In my case, I realised I had been self medicating for some mild pervasive anxiety without explicitly acknowledging it. Although smoking calms anxiety temporarily - it tends to exasperate it in the the longer term - creating a vicious cycle of excessive smoking for me. Once I started to take action on this underlying issue, smoking became far easier to quit. So, find the underlying issue, why do you feel the need to smoke so much? Lack of alternative activities? Loneliness? Mental health issues?

Hope my anecdote can help you out - my life is FAR better after investing the effort in quitting. You'll wish you had done it sooner, but do not underestimate the willpower it will likely take.

1 comments

did you quit on your own? or did you seek a specialist to treat your anxiety.

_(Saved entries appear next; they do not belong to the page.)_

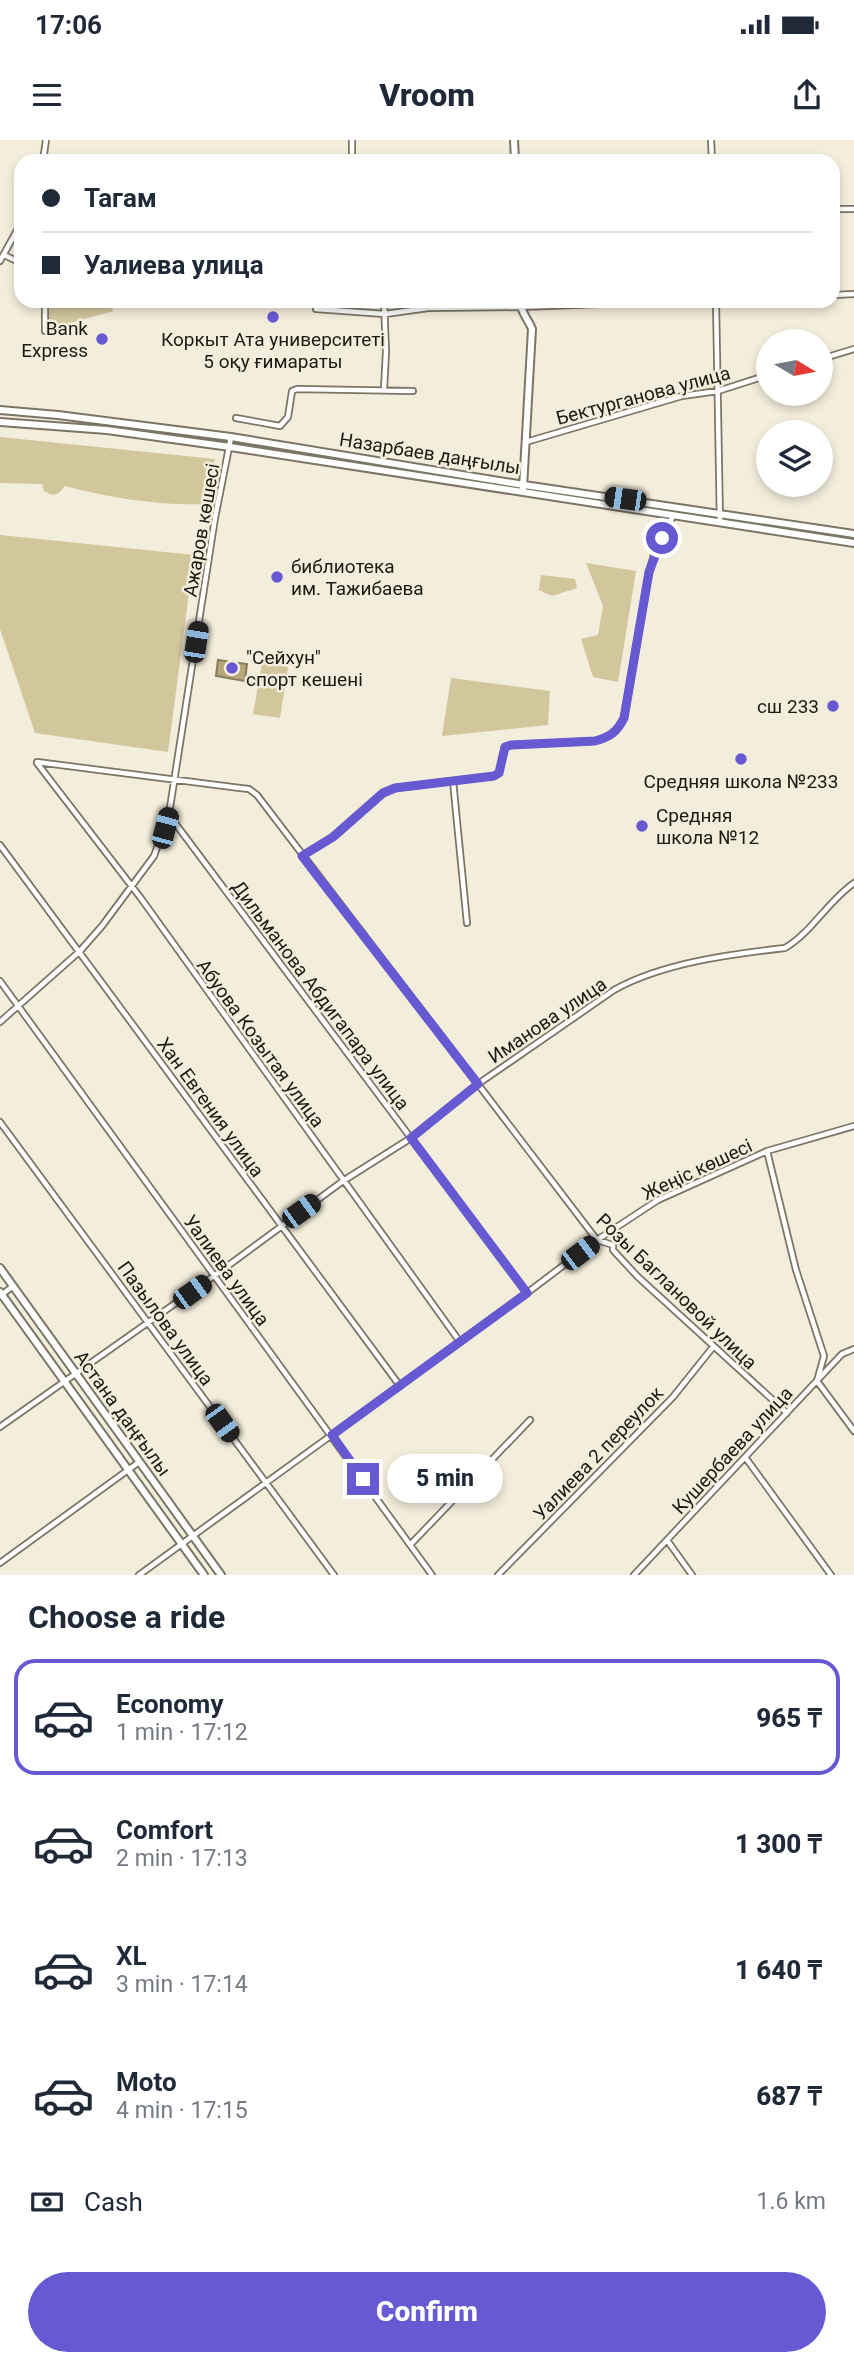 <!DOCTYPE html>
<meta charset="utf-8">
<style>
:root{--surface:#fff;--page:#f2f2f3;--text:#1f2937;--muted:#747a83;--line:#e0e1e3;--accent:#6759d2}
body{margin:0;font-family:Roboto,sans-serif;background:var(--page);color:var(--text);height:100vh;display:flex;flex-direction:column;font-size:26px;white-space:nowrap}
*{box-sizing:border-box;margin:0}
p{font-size:23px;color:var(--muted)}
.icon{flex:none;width:38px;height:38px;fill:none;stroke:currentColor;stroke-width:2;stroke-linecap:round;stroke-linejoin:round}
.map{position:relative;height:1435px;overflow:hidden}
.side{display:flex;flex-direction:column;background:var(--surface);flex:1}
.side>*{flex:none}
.banner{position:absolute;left:14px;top:14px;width:826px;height:154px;border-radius:21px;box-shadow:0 4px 10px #0003;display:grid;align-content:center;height:154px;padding:0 28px;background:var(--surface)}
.needle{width:46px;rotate:100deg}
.fabs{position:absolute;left:756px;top:189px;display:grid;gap:14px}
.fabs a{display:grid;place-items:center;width:77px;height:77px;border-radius:50%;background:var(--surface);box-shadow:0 4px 10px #0003;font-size:35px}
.end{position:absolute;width:32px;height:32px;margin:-16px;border:9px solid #6759d2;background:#fff;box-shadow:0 0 0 4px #fff}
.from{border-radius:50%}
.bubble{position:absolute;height:49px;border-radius:24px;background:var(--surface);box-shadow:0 4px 10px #0003;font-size:23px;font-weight:800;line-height:49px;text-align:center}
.car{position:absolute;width:21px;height:42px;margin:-21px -10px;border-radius:9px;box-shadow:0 0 5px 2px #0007;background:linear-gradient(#222 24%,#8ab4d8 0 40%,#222 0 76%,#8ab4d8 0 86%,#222 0)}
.banner b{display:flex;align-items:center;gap:24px;height:66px;font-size:26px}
.banner b+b{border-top:2px solid var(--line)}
.banner i{width:18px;height:18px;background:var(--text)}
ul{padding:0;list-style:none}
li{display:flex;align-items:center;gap:21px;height:116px;margin:0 14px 10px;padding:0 14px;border:4px solid transparent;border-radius:21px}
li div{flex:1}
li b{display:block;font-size:26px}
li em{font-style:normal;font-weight:800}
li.on{border-color:var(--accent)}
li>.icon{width:63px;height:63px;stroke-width:1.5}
h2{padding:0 28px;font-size:32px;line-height:84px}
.pay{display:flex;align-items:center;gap:18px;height:77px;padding:0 28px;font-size:26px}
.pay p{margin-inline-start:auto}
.cta{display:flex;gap:14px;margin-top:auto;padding:14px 28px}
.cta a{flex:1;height:80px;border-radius:42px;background:var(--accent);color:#fff;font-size:28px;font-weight:800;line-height:80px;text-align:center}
.status{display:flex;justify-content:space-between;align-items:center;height:49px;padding:0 35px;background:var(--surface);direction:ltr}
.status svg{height:19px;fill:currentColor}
header{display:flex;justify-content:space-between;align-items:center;height:91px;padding:0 28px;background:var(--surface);font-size:32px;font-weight:800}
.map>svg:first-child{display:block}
</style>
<div class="status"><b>17:06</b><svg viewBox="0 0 49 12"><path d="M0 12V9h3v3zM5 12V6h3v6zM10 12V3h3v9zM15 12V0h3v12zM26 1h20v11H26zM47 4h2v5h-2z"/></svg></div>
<header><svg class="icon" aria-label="menu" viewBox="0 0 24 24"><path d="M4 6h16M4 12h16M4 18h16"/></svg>Vroom<svg class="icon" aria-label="share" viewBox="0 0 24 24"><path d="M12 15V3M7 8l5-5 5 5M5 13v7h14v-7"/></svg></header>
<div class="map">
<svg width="854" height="1435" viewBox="0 0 854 1435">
<rect width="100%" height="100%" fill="#f3eddb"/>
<path fill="#d2c69d" d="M47,161h64l2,10 -64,18z
M0,297l215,22 -7,45c-49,2 -96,-6 -143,-18l-6,7 -7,2 -8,-4 -2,-7 -42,-1z
M0,395l194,20 -26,197 -133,-19 -35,-104z
M586,423l50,8 -18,111 -25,-5 -12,-38 17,-4 5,-29z
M541,435l34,4 2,9 -25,8 -13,-6z
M262,523l26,4 -8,51 -27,-4z
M451,538l99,13 -2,34 -106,11z"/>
<path fill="#b6a87a" stroke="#887d5b" stroke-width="2" d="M218,520l29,4 -2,17 -29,-5z"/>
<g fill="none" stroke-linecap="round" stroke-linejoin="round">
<g stroke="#7b7565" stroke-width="8">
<path id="street" d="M352,0v21
M711,0l1,21
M43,21l3,-21
M833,69h21
M4,115l17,8
M0,121l21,-38
M833,155l21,-1
M45,161v30
M716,161l4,222
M316,169l69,5 43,-6 92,-1 161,-6
M821,219l33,-10
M384,249l2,-37 -2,-51
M236,278l44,8 8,-9 4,-26 5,-2 116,2
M526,302l156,-46 36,-5 50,-16
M37,622l203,26 9,1 8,6 340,445 16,5v5l24,26 150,137
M37,623l103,134 320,445
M453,641l14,142
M169,675l358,478
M0,705l400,541
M302,716l31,-19 50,-44 12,-5 99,-12 5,-3 6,-26 6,-2 84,-4c15,-4 22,-9 29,-23l25,-146 5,-17 19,-39
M0,841l432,594
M0,882l80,-71 22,-25 52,-70 15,-42 46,-296 16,-81
M0,982l334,453
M767,1011l29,119 28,86 -7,25 37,50
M0,1156l13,-10
M0,1287l214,-151 129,-95 68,-43 67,-54 136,-94c48,-27 117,-36 171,-42 27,-16 43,-47 69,-65
M745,1317l86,118
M667,1400l25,35
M410,1405l120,-125
M0,1423l139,-101
M139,1435l388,-282 70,-53 61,-40 109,-49 87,-25
M498,1435l175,-178 40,-50
M634,1435l208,-221 12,-5"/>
</g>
<g stroke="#7b7565" stroke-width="10">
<path id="secondary" d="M514,0l1,21
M520,161c0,10 8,18 12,28l-9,159
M0,270l58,5 173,22 293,48 330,49
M0,282l107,8 123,17 624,96
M0,1128l221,307
M0,1152l204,283"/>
</g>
<use href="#street" stroke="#fff" stroke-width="4.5"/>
<use href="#secondary" stroke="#fff" stroke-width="6"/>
</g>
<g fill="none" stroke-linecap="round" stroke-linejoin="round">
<path stroke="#6759d2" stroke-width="9" d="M363,1339l-31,-44 195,-142 -116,-155 67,-54 -176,-228 31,-19 50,-44 12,-5 99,-12 5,-3 6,-26 6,-2 84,-4c15,-4 22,-9 29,-23l25,-146 13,-34"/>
</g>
<g fill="#6759d2" stroke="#f3eddb" stroke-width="2.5">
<circle cx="273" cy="177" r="7"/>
<circle cx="102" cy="199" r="7"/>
<circle cx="277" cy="437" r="7"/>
<circle cx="232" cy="528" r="7"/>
<circle cx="833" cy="566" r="7"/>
<circle cx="741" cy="619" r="7"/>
<circle cx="642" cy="686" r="7"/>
</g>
<g text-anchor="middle" stroke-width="5" stroke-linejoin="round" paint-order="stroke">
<g font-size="19" fill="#1c1a14" stroke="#f3eddb" text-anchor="start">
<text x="88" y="195" text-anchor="end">Bank<tspan x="88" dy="22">Express</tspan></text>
<text x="273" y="206" text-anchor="middle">Коркыт Ата университеті<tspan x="273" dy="22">5 оқу ғимараты</tspan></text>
<text x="291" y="433">библиотека<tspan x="291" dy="22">им. Тажибаева</tspan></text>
<text x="246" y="524">"Сейхун"<tspan x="246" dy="22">спорт кешені</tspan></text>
<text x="819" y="573" text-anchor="end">сш 233</text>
<text x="741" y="648" text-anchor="middle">Средняя школа №233</text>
<text x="656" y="682">Средняя<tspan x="656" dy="22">школа №12</tspan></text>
</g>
<g font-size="19" fill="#1c1a14" stroke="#f3eddb">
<text transform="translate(643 255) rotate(-15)" y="7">Бектурганова улица</text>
<text transform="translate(430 313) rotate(9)" y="7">Назарбаев даңғылы</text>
<text transform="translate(201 390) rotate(-80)" y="7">Ажаров көшесі</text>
<text transform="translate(321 855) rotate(53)" y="7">Дильманова Абдигапара улица</text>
<text transform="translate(547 880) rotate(-34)" y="7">Иманова улица</text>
<text transform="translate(261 903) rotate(54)" y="7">Абуова Козытая улица</text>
<text transform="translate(211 967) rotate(54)" y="7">Хан Евгения улица</text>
<text transform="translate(697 1029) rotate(-25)" y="7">Жеңіс көшесі</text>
<text transform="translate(227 1130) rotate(54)" y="7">Уалиева улица</text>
<text transform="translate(677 1151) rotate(44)" y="7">Розы Баглановой улица</text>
<text transform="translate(166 1183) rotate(54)" y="7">Пазылова улица</text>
<text transform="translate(123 1273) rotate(54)" y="7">Астана даңғылы</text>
<text transform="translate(732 1310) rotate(-47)" y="7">Кушербаева улица</text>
<text transform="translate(598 1313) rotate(-46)" y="7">Уалиева 2 переулок</text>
</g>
</g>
</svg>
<div class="fabs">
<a><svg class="needle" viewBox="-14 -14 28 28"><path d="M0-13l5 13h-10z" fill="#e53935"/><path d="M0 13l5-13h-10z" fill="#747a83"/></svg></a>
<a><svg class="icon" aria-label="layers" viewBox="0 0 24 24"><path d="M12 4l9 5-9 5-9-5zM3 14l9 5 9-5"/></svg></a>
</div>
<i class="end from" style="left:662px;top:398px"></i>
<i class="end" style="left:363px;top:1339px"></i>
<div class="bubble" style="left:387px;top:1314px;width:116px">5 min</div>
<i class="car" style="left:625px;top:359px;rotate:278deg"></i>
<i class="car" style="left:196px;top:502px;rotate:9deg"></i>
<i class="car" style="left:165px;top:688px;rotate:15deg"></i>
<i class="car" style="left:301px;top:1071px;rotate:54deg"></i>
<i class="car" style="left:580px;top:1113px;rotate:53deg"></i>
<i class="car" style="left:192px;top:1152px;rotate:54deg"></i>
<i class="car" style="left:222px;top:1283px;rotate:144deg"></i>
<div class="banner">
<b><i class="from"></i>Тагам</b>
<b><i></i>Уалиева улица</b>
</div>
</div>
<section class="side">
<h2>Choose a ride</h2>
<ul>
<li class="on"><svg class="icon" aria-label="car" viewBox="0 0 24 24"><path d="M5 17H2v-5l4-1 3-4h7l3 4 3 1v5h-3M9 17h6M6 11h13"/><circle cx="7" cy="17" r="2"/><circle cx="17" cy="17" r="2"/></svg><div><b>Economy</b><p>1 min · 17:12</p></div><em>965 ₸</em></li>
<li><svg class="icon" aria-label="car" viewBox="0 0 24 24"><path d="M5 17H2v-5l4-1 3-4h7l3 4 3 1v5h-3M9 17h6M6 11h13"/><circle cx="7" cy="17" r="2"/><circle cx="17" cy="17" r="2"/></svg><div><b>Comfort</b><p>2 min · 17:13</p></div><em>1 300 ₸</em></li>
<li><svg class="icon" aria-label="car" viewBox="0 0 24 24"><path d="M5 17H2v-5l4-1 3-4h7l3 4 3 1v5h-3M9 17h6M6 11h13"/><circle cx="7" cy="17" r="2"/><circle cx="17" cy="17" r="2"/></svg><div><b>XL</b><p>3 min · 17:14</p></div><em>1 640 ₸</em></li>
<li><svg class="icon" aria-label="car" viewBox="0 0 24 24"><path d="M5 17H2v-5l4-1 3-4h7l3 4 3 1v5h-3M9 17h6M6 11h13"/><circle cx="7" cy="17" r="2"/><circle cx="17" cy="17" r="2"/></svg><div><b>Moto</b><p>4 min · 17:15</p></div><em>687 ₸</em></li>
</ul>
<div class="pay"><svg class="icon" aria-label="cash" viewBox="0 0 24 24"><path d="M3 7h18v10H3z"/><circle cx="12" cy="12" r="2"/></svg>Cash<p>1.6 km</p></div>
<div class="cta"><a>Confirm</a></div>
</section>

I think I am also self medicating because of anxiety. Like when I am sober after long day I am anxious for unknown reasons but after I smoke I get calm... yesterday I had a epiphany that I smoke because I don't really have any real long term hobbies. Only projects that I wnat to start or stuff that I want to learn... but everything is in a planning phase not in execution phase if you get what I mean.
I didn't have access to a specialist in this case but I have used one in the past for something else and he was super helpful for me.

Just the act of vocalising all your thoughts to someone can bring a great deal more clarity to the situation.